Mitochondria* are like tiny power plants inside our cells. They make energy (called ATP) so the cells can work properly. Besides making energy, mitochondria also
1. Help control when a cell should die (apoptosis)
2. Store calcium
3. Support the immune system
4. Producing reactive oxygen species (ROS) that act like signals (but too much can be harmful)
They even have their own DNA, which shows they might have evolved from ancient bacteria.

ATP is primarily produced by the mitochondria, which generate energy by breaking down nutrients. More ATP means faster cell repair and regeneration, which is why microcurrent therapy help enhance healing and reduce fatigue.

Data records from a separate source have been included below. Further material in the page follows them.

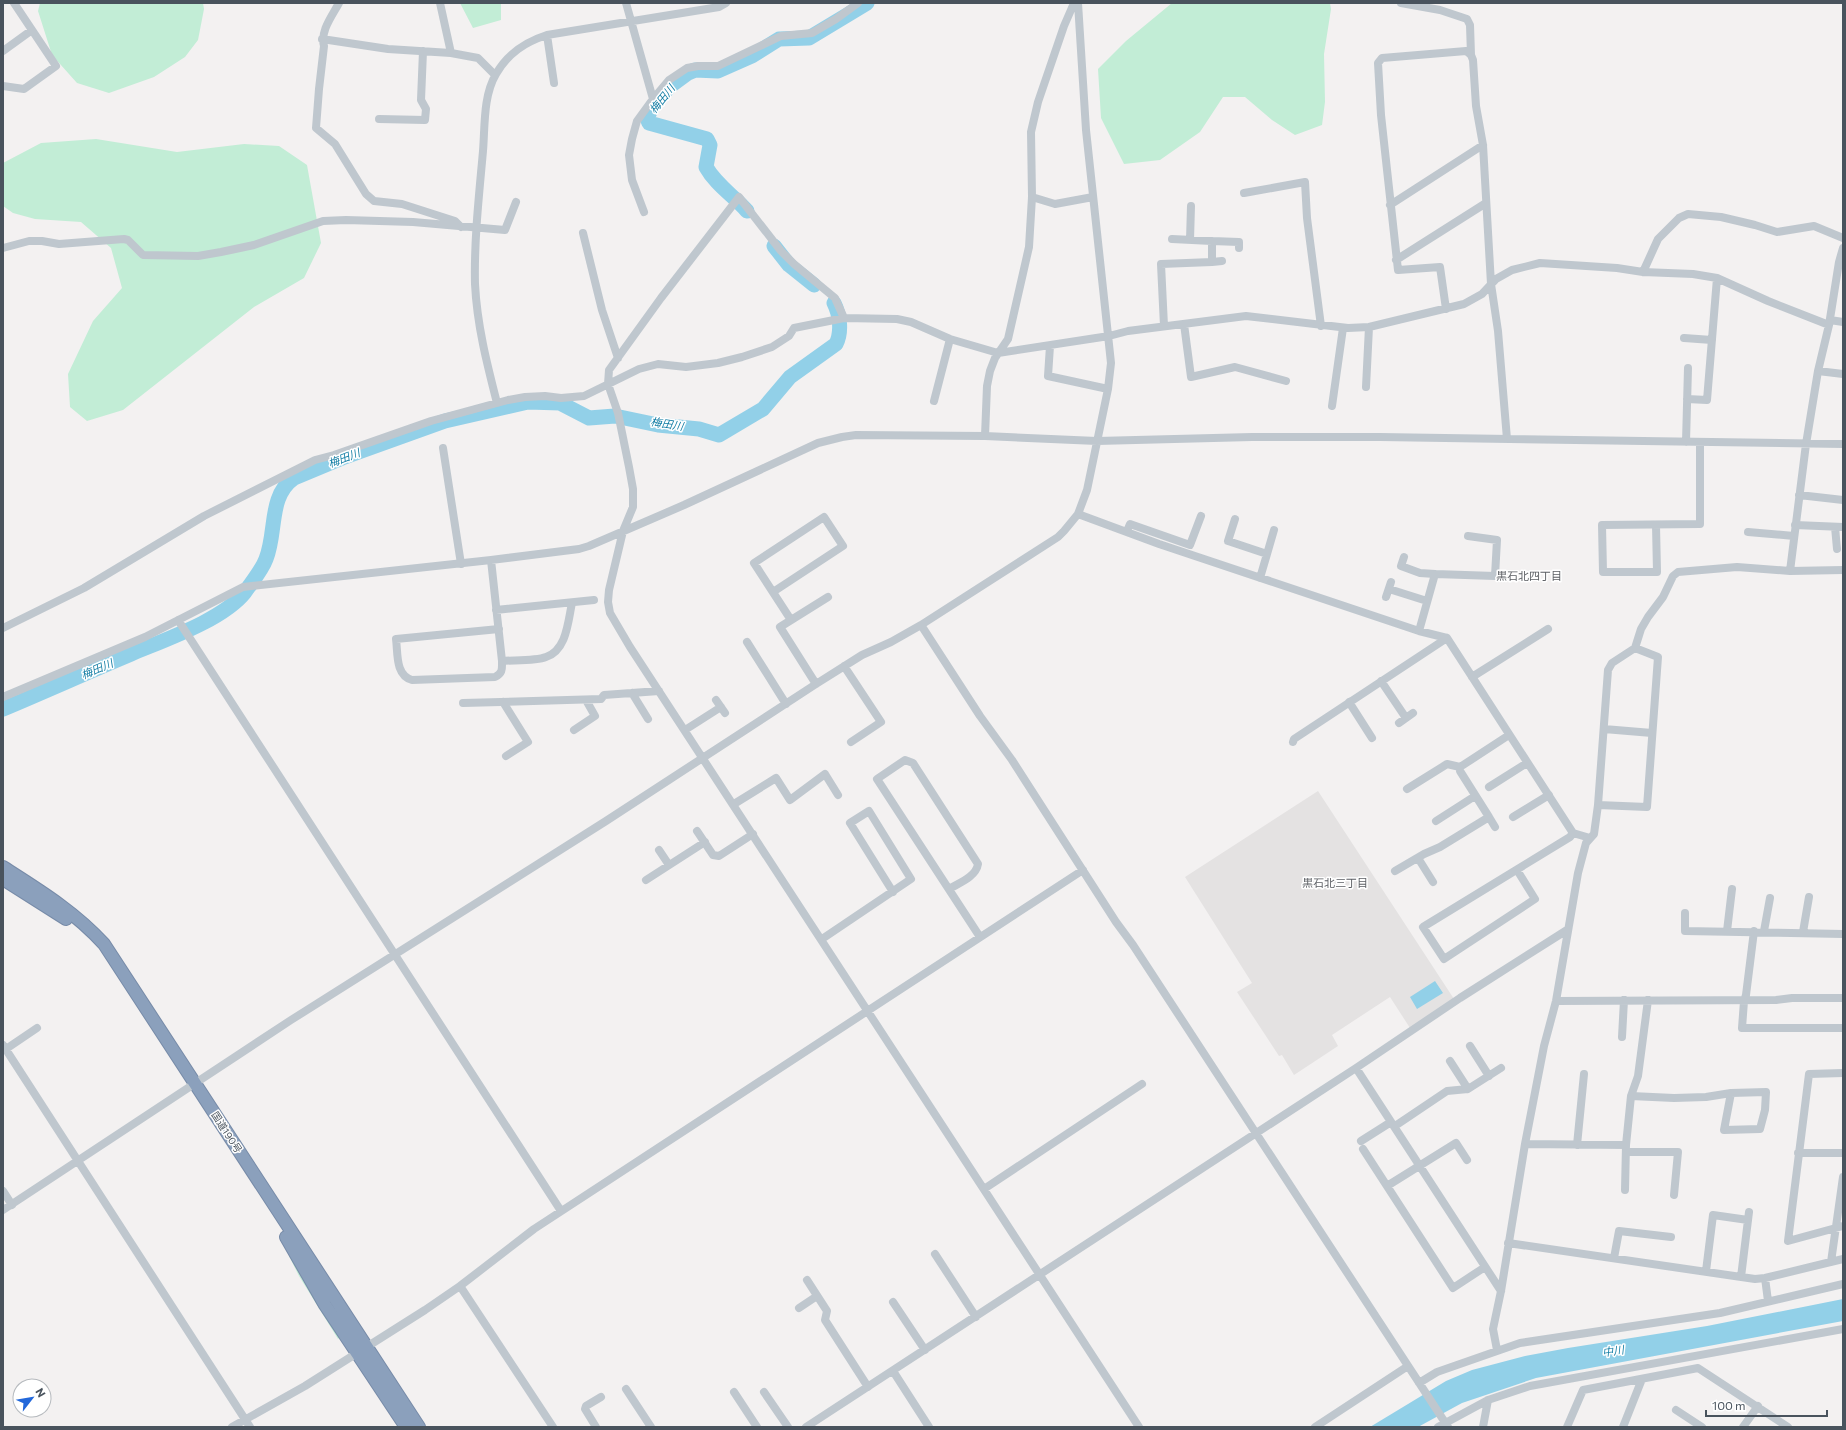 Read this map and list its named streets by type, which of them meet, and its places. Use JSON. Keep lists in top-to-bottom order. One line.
{"streets":{"highway":["国道190号"]},"districts":["黒石北四丁目","黒石北三丁目"],"water":["梅田川","中川"],"scale_bar":"100 m","north":"top right"} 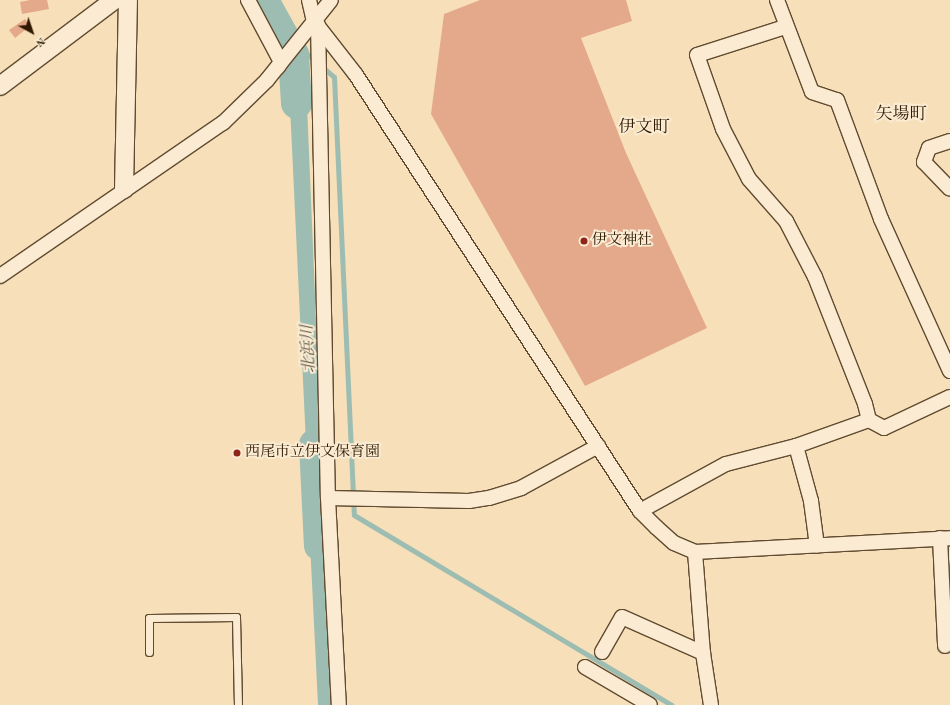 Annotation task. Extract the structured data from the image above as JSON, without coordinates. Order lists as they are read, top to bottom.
{
  "districts": ["矢場町", "伊文町"],
  "water": ["北浜川"],
  "places": ["伊文神社", "西尾市立伊文保育園"],
  "north": "bottom right"
} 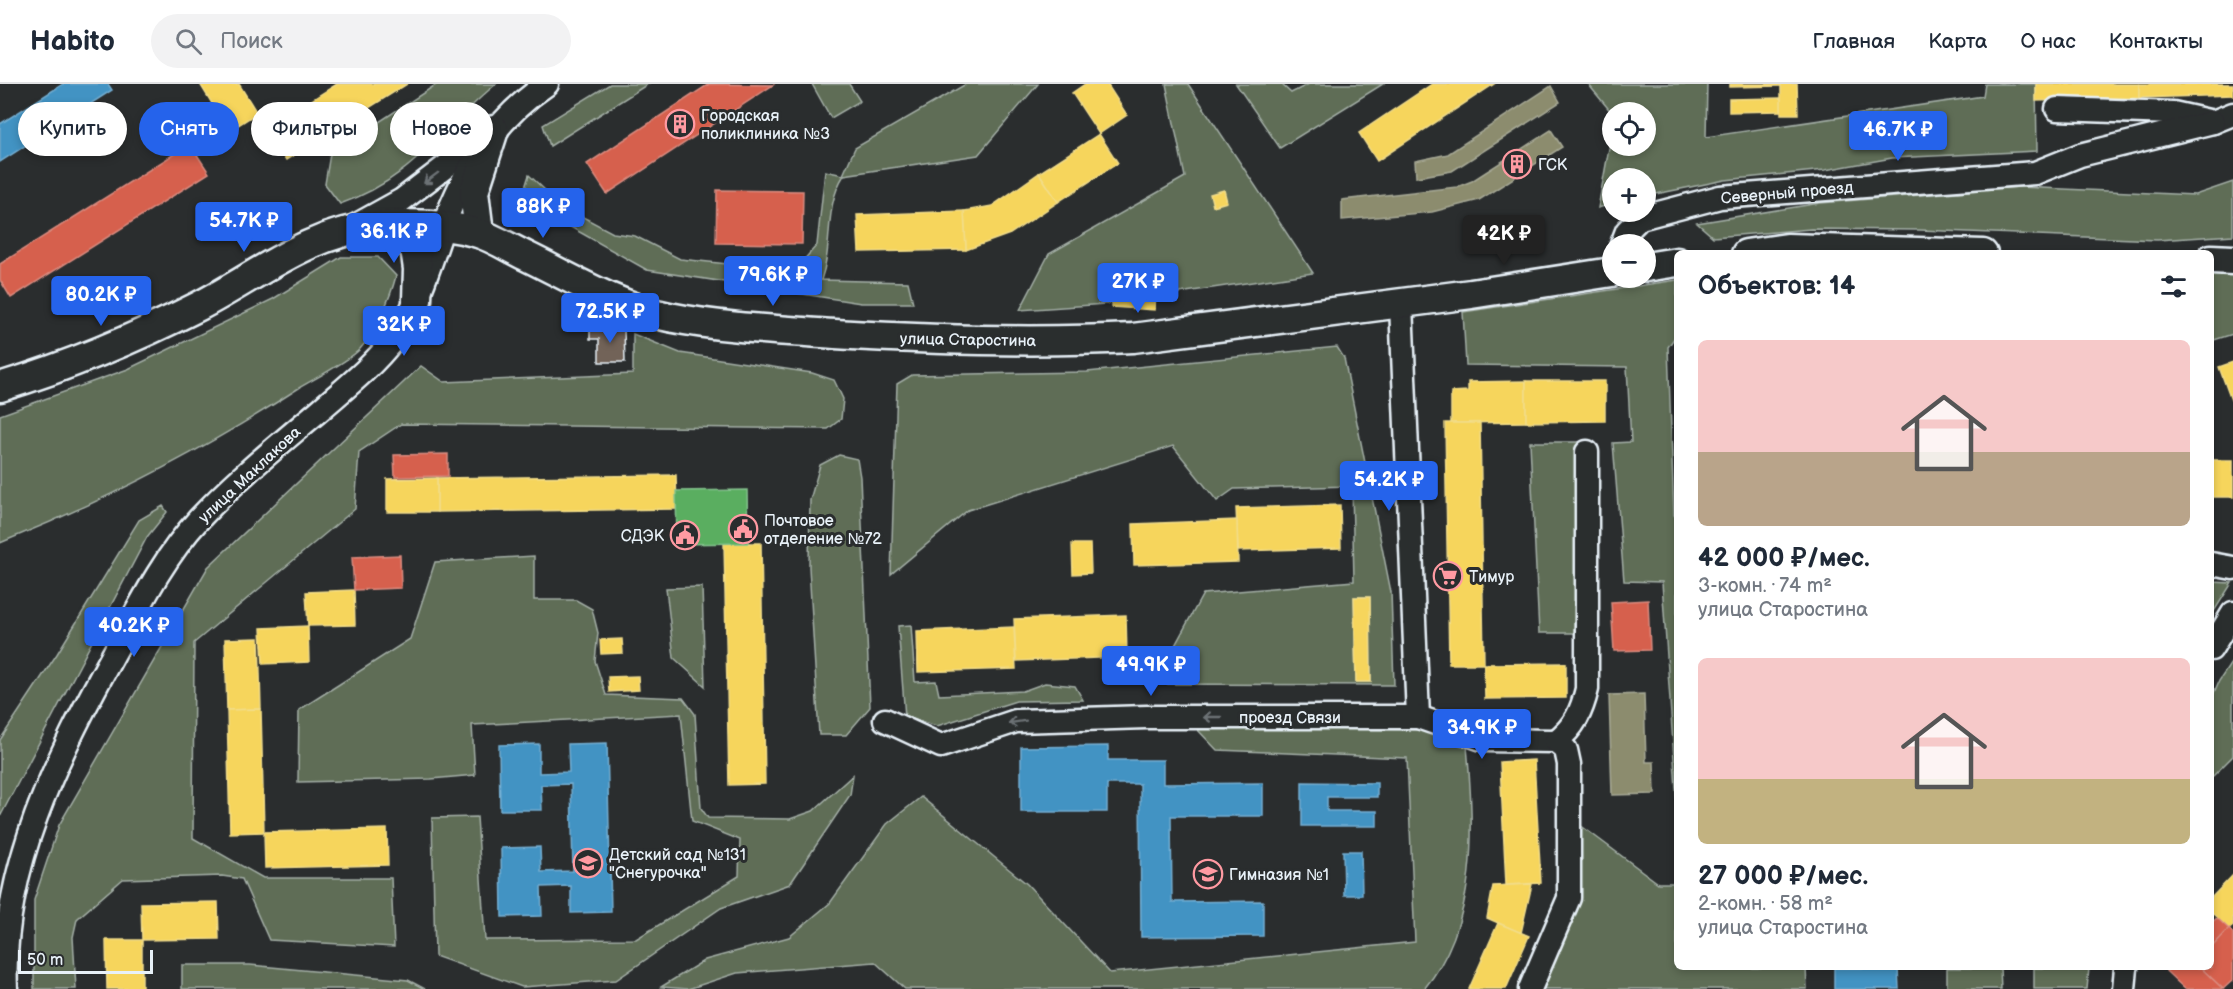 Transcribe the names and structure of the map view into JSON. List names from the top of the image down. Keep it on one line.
{"streets":{"main road":["улица Старостина"],"street":["Северный проезд","улица Маклакова","проезд Связи"]},"crossings":[["улица Старостина","улица Маклакова"]],"one_way":["проезд Связи"],"places":{"building":["Городская поликлиника №3","ГСК"],"public building":["Почтовое отделение №72","СДЭК"],"supermarket":["Тимур"],"school or university":["Детский сад №131 \"Снегурочка\"","Гимназия №1"]},"scale_bar":"50 m","page":{"header":"Habito","search":"Поиск","nav":["Главная","Карта","О нас","Контакты"],"map_buttons":["+","−"],"chip":["Купить","Снять","Фильтры","Новое"],"price":["46.7K ₽","88K ₽","54.7K ₽","36.1K ₽","42K ₽","79.6K ₽","27K ₽","80.2K ₽","72.5K ₽","32K ₽","54.2K ₽","40.2K ₽","49.9K ₽","34.9K ₽"],"heading":"Объектов: 14","list":[{"name":"42 000 ₽/мес.","note":"3-комн. · 74 m² · улица Старостина"},{"name":"27 000 ₽/мес.","note":"2-комн. · 58 m² · улица Старостина"}],"scale":"50 m"}}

Thiamine treatment (TT) & Parkinson’s Disease

Dr. Costantini and his colleagues (2015) suggested that the clinical improvements seen with high-dose thiamine occur because the surviving neurons in the substantia nigra can restore their energy metabolism when supplied with sufficiently high levels of vitamin B1.
Once cellular energy improves, several beneficial effects may follow:

  • increased synthesis and release of endogenous dopamine

  • enhanced activity of thiamine-dependent enzymes

  • better utilization of levodopa in patients who are taking it

Importantly, the patients did not have low blood levels of thiamine at baseline.
Despite this, high-dose B1 still produced significant symptom improvements.
This led Costantini to propose that Parkinson’s symptoms arise from a functional thiamine deficiency inside neurons, possibly due to:

  • dysfunction of the active intracellular transport of thiamine, or

  • structural abnormalities in thiamine-dependent enzymes

There is also an important link between thiamine and alpha-synuclein, the protein that abnormally aggregates in Parkinson’s disease, Lewy body disease, and other neurodegenerative disorders.
Research suggests that increasing intracellular thiamine levels can reduce alpha-synuclein concentration and decrease its aggregation, offering another potential neuroprotective mechanism of high-dose thiamine.